I was under the impression that milk was just milk before I started working as a sustainability researcher in the field of agriculture. I have learned in the past 5 years that this is not actually the case. Many dairy farmers have become more intentional in how they produce milk. They are using a more scientific approach to produce milk. Part of this includes assessing the impact of management practices on the environment. This is something that Trace & Save helps them to do.

The reality of milk

I will share some of the scientific approaches I am referring to in this blog. Firstly, farmers take soil samples which inform fertiliser use. By knowing what is in the soil, farmers can apply the correct nutrients, in the correct quantities to improve soil fertility.

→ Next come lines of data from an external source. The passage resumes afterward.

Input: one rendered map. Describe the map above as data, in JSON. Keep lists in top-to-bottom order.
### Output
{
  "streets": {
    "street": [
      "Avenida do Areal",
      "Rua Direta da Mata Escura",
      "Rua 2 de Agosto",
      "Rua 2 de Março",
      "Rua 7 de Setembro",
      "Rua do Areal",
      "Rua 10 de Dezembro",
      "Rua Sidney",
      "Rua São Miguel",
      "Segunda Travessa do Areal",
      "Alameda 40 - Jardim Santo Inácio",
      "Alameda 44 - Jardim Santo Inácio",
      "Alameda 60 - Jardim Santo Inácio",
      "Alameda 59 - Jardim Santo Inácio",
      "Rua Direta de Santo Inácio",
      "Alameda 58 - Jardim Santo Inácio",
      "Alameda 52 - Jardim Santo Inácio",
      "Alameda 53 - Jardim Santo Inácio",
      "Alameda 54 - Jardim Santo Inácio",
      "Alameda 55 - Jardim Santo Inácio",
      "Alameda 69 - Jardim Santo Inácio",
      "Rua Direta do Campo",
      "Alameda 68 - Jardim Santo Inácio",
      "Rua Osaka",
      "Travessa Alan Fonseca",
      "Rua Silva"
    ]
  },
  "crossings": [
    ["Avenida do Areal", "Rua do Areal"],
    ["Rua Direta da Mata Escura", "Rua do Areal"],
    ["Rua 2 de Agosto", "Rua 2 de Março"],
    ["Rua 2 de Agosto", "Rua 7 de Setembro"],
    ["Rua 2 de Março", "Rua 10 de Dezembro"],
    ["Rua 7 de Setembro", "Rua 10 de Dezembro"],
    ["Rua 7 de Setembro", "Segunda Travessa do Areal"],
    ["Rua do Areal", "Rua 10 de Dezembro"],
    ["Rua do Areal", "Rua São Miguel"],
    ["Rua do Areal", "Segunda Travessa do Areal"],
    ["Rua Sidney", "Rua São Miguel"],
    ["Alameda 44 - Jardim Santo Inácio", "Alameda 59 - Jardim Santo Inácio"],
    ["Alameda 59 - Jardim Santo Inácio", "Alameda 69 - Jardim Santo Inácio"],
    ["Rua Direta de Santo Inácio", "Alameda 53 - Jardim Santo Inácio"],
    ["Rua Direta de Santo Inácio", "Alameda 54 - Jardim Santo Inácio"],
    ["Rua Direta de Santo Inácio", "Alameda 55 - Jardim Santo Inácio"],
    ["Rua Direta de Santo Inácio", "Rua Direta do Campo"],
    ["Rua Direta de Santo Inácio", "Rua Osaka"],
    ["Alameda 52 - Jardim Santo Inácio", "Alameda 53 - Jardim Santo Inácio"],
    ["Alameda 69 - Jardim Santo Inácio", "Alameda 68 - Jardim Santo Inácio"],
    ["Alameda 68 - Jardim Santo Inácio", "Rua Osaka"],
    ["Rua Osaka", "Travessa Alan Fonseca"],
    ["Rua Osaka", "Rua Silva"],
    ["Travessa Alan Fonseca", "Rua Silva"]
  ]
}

By ensuring that fertiliser is not overused, there is much less risk of excess nutrients being lost to the environment. These excess nutrients have a potential negative environmental impact such as contaminating our fresh water sources. Secondly, farmers also measure how effectively they have used water, thereby identifying where they might be able to save on water use in future. Another indicator of environmental impact is a carbon footprint. Farmers use this to determine how much greenhouse gases are emitted from their farms, so that they can identify where and how to reduce these emissions.

The challenge

If you are someone who cares about the environment then milk is not just milk. The way it is produced drastically changes the extent of the environmental impacts associated with each glass you drink. I encourage you to find out where the product comes from and look for proof of whether it is less harmful to the environment than the one on the shelf next to it. The question then remains: Where do you get this proof from?

The solution

Advances in agriculture made it possible to trace the environmental impact of a product. The Trace & Save Sustainability logo that appears on UHT-milk packaged by Woodlands Dairy (First Choice) is an example of this. This logo proves that this milk is clearly different from the product next to it on the shelf. By visiting the Trace and Save website interested consumers can explore the environmental impact that the product they have bought has. These impacts are broken down into different facets of the environment including soil, water, atmosphere and nutrients. The website shows whether farmers have improved in managing these facets since their baseline was measured by Trace & Save. This shows that farmers are putting in effort to lower the impact of their farming practices on the environment.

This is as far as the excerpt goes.